# Assess Search
Get some statistics from brute-forcing the search, such as the expected performance of random sampling

In [1]:
from scipy.stats import sem
from tqdm import tqdm
import pandas as pd
import numpy as np
import json

Configuration

In [2]:
result_file = 'E15.csv.gz'  # Where to read from
prec = [1, 0.1, 0.01, 0.001, 0.0001]  # Which percentiles to compute
search_size = 1000000  # How many molecules to same in random search
n_tests = 64

## Load in Results
They are produced in an earlier notebook

In [3]:
%%time
data = pd.read_csv(result_file)  # Remember to uncomment end later
print(f'Loaded {len(data)} entries')

Loaded 15547091 entries
CPU times: user 27 s, sys: 1.47 s, total: 28.4 s
Wall time: 28.4 s


Drop rows with missing IC50's, which occur if the molecule is not fully connected

In [4]:
data = data[~data.IC50_mpnn.isnull()]
print(f'Removed nulls. New size {len(data)}')

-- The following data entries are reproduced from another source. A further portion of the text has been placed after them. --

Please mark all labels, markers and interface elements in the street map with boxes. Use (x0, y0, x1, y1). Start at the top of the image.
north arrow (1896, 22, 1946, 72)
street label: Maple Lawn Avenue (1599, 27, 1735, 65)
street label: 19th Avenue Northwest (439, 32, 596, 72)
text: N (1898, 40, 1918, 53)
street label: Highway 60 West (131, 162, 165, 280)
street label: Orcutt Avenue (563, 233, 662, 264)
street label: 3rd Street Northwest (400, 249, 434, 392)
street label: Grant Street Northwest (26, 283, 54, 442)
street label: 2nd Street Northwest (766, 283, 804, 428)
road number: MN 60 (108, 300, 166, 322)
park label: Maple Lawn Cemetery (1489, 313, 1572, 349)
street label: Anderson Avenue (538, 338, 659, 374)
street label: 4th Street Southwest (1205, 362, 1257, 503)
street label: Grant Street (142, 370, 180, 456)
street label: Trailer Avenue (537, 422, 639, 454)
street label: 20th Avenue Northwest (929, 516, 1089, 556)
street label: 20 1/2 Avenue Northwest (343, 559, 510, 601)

Removed nulls. New size 15538418


## Compute Top Percentiles
How good are the best molecules?

In [5]:
%%time
values = np.percentile(data['IC50_mpnn'], prec)

CPU times: user 104 ms, sys: 15.5 ms, total: 120 ms
Wall time: 119 ms


In [6]:
with open('top_ic50s.json', 'w') as fp:
    json.dump({
        'top_perc': prec,
        'ic50': values.tolist(),
        'best': data.IC50_mpnn.min()
    }, fp, indent=2)

## Simulate a Random Search
Simulate a random search by drawing compounds at random

In [7]:
cummins = []
below_zero = []
for _ in tqdm(range(n_tests)):
    choices = data.sample(search_size)
    cummins.append(choices['IC50_mpnn'].cummin())
    below_zero.append(np.cumsum(choices.IC50_mpnn < 0))

100%|██████████| 64/64 [01:13<00:00,  1.14s/it]


In [8]:
cummins = np.vstack(cummins)
below_zero = np.vstack(below_zero)

Save the mean and standard error for the cumulative min

In [9]:
%%time
min_sem_val = sem(cummins, axis=0)
min_mean = np.mean(cummins, axis=0)
bz_sem_val = sem(below_zero, axis=0)
bz_mean = np.mean(below_zero, axis=0)

CPU times: user 844 ms, sys: 8.13 ms, total: 852 ms
Wall time: 854 ms


In [10]:
pd.DataFrame({
    'min_mean': min_mean,
    'min_sem': min_sem_val,
    'n_below_zero_mean': bz_mean,
    'n_below_zero_sem': bz_sem_val
}).to_csv('random_search_perf.csv')